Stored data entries
□ □ □ □ □
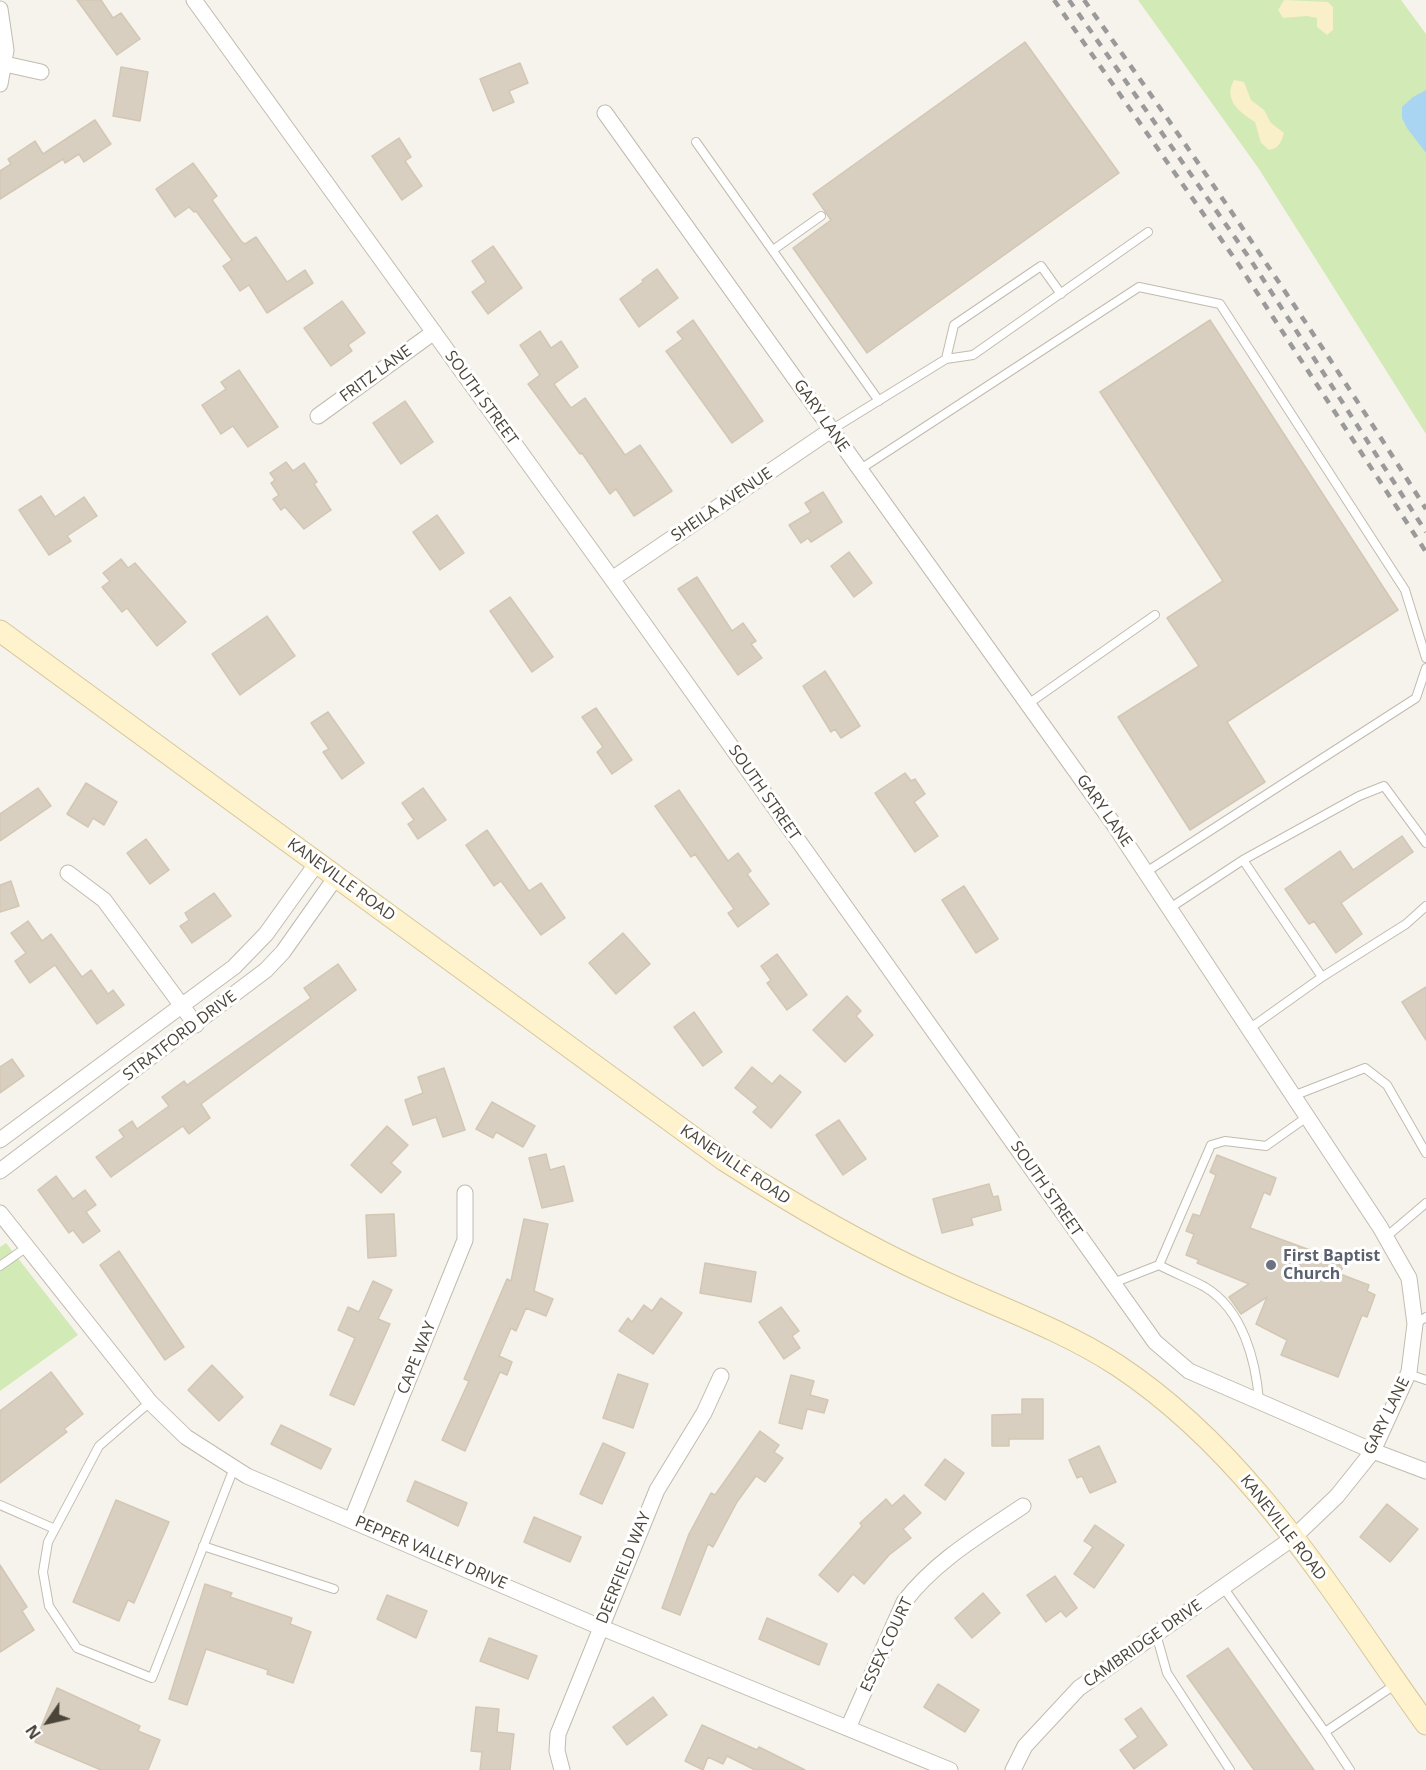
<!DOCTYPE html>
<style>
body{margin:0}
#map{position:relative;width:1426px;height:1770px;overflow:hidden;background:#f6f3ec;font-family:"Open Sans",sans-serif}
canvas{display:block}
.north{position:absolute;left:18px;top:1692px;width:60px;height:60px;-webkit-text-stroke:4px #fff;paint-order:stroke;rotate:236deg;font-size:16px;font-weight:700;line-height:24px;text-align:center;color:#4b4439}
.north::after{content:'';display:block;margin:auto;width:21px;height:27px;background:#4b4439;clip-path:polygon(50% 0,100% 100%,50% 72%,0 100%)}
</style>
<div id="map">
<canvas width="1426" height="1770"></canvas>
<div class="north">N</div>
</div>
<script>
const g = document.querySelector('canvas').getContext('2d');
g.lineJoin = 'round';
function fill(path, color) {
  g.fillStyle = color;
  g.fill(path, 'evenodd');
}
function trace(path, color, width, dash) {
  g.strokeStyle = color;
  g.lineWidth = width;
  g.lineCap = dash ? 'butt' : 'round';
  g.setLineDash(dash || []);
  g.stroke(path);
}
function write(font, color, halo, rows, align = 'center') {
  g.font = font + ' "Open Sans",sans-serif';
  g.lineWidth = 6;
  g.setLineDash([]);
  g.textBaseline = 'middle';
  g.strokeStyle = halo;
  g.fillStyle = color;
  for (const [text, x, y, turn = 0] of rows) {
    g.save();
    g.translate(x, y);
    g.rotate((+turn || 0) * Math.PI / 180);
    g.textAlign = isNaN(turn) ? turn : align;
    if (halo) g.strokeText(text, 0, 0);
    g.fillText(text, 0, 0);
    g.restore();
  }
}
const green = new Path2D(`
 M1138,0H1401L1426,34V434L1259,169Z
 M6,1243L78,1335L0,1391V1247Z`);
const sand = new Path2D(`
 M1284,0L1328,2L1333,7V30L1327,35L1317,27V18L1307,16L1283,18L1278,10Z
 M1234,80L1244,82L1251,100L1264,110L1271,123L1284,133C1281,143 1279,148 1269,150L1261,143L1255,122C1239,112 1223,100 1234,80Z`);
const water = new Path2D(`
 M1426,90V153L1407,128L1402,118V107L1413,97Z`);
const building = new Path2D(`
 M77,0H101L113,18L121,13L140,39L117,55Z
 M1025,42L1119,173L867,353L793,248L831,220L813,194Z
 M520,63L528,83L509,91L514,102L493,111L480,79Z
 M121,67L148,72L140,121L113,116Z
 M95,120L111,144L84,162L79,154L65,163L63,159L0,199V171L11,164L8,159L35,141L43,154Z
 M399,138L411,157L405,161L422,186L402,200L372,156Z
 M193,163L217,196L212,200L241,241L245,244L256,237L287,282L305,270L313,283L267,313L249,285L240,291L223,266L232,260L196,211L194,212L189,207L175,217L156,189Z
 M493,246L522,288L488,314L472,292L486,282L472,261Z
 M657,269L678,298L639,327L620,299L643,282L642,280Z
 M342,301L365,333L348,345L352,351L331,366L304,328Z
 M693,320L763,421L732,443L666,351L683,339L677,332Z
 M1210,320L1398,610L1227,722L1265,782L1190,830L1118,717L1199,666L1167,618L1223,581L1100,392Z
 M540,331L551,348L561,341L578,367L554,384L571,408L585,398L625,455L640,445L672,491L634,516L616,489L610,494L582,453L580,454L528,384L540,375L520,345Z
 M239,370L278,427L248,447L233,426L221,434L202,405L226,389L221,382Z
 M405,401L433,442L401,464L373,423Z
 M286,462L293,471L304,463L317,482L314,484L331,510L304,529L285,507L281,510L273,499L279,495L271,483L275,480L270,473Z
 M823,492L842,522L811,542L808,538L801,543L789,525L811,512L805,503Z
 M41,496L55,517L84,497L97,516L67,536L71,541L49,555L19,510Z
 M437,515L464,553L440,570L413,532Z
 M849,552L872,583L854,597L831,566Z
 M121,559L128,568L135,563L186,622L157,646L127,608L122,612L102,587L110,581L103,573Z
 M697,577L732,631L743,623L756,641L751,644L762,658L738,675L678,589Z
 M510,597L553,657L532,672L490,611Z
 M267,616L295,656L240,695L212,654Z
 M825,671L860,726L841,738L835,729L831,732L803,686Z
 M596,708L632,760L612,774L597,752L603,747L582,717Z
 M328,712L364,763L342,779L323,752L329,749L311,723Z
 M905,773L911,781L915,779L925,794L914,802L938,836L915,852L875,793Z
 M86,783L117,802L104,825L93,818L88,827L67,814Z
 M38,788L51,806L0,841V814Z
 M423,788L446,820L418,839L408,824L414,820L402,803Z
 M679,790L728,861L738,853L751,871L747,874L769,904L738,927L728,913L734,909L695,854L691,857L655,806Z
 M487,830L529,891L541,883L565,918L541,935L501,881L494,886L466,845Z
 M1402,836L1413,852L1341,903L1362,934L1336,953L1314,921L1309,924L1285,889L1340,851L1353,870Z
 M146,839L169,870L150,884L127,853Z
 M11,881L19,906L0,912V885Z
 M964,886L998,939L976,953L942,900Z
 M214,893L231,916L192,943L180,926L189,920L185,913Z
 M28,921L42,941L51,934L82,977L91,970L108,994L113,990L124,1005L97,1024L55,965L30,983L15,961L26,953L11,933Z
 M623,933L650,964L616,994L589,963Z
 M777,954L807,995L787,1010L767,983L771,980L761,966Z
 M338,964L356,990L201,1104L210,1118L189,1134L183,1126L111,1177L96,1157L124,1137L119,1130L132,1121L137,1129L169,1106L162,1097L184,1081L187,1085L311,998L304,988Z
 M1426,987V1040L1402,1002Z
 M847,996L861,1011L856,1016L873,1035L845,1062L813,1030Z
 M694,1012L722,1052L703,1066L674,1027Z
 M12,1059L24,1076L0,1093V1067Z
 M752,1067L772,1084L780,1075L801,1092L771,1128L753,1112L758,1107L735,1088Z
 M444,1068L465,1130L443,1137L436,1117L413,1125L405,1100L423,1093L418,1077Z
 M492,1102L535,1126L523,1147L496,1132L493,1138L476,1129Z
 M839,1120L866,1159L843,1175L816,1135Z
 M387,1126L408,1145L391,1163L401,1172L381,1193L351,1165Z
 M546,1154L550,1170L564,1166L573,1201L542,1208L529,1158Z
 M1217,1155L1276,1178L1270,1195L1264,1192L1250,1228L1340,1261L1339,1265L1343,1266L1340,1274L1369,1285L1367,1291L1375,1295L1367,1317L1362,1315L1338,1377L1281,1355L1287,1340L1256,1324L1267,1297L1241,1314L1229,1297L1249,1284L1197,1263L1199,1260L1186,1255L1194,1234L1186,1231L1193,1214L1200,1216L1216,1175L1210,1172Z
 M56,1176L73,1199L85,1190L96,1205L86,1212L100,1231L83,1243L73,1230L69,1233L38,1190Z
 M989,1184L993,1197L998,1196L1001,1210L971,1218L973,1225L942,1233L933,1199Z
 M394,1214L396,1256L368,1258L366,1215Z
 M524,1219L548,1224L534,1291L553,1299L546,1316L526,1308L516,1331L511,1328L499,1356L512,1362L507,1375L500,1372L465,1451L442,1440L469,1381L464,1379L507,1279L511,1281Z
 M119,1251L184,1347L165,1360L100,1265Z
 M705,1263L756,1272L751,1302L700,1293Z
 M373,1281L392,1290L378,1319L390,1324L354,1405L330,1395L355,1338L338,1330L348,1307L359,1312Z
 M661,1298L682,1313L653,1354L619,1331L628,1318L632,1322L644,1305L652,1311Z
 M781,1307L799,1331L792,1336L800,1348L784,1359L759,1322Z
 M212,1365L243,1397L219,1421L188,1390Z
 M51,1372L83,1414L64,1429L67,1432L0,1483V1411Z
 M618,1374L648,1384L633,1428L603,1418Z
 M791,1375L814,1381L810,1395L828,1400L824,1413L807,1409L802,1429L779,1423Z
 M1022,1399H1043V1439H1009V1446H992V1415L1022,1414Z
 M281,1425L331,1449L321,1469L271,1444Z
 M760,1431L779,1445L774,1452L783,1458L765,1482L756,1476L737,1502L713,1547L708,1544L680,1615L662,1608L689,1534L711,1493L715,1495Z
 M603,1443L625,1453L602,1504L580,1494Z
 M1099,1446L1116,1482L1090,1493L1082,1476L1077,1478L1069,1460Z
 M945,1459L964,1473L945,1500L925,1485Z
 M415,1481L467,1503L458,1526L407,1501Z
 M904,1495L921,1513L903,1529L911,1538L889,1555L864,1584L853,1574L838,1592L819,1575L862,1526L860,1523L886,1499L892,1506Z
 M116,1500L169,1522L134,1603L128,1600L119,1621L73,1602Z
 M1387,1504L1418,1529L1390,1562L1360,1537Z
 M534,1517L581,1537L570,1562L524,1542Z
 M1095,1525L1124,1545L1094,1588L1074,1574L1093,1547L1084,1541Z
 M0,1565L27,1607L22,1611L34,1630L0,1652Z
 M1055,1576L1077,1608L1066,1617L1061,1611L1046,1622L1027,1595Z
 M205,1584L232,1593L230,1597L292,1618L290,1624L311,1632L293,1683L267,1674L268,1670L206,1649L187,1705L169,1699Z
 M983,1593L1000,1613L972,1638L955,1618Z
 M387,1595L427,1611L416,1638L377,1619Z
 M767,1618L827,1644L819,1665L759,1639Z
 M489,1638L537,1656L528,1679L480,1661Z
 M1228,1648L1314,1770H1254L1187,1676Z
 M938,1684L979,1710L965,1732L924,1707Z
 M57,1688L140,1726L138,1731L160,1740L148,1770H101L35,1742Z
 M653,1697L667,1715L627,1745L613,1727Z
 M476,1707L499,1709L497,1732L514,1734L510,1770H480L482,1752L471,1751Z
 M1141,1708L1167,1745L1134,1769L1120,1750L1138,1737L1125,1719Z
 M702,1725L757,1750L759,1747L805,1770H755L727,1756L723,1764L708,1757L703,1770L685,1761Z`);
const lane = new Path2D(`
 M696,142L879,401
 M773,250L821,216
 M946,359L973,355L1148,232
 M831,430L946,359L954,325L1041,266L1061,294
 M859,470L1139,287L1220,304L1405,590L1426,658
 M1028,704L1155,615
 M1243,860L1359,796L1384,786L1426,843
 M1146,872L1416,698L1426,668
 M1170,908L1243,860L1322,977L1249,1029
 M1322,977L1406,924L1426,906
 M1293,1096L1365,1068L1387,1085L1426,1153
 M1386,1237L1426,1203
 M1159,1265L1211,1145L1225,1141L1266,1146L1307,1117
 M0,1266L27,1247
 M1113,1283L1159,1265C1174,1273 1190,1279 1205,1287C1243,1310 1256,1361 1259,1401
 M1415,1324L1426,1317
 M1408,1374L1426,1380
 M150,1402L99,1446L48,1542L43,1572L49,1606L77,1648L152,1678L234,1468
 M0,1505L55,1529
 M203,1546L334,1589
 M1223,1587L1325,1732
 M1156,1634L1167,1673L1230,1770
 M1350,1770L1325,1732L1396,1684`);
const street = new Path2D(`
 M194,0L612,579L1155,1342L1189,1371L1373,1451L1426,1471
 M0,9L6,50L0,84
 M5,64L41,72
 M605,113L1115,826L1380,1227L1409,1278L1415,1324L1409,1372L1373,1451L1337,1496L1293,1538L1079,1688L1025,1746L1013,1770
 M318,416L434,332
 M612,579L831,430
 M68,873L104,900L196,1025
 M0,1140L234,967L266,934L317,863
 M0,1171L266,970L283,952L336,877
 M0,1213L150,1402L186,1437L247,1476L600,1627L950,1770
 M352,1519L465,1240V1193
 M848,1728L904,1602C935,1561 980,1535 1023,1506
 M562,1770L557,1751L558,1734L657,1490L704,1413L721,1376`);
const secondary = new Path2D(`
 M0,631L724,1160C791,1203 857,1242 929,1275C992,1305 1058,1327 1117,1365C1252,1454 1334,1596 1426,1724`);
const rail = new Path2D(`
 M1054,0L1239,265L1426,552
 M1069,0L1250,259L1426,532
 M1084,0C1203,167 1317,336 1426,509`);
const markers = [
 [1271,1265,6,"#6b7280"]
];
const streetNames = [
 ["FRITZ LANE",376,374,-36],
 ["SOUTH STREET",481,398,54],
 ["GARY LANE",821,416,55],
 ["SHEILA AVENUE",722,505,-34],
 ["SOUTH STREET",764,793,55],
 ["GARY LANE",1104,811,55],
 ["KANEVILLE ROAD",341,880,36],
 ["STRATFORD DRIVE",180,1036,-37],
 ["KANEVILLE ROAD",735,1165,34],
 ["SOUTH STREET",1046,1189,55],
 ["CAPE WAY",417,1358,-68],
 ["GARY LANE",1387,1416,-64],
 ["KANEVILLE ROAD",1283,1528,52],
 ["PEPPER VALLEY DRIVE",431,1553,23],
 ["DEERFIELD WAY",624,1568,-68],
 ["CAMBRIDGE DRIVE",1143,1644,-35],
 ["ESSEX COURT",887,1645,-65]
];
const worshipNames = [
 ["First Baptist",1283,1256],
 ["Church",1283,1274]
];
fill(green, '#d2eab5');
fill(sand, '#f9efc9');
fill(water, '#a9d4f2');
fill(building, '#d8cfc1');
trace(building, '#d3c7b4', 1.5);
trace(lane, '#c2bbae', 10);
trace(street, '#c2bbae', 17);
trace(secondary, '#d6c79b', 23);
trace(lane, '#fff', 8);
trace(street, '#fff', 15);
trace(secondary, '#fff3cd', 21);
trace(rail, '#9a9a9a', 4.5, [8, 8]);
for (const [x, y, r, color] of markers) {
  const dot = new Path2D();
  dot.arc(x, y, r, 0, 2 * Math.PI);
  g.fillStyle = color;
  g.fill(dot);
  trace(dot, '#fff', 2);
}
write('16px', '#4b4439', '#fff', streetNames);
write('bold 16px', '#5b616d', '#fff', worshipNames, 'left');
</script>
□ □ □ □ □
Task details:
Only lines with the word "color" are wanted, so copy each one from the records.

Expected answer:
.north{position:absolute;left:18px;top:1692px;width:60px;height:60px;-webkit-text-stroke:4px #fff;paint-order:stroke;rotate:236deg;font-size:16px;font-weight:700;line-height:24px;text-align:center;color:#4b4439}
function fill(path, color) {
  g.fillStyle = color;
function trace(path, color, width, dash) {
  g.strokeStyle = color;
function write(font, color, halo, rows, align = 'center') {
  g.fillStyle = color;
for (const [x, y, r, color] of markers) {
  g.fillStyle = color;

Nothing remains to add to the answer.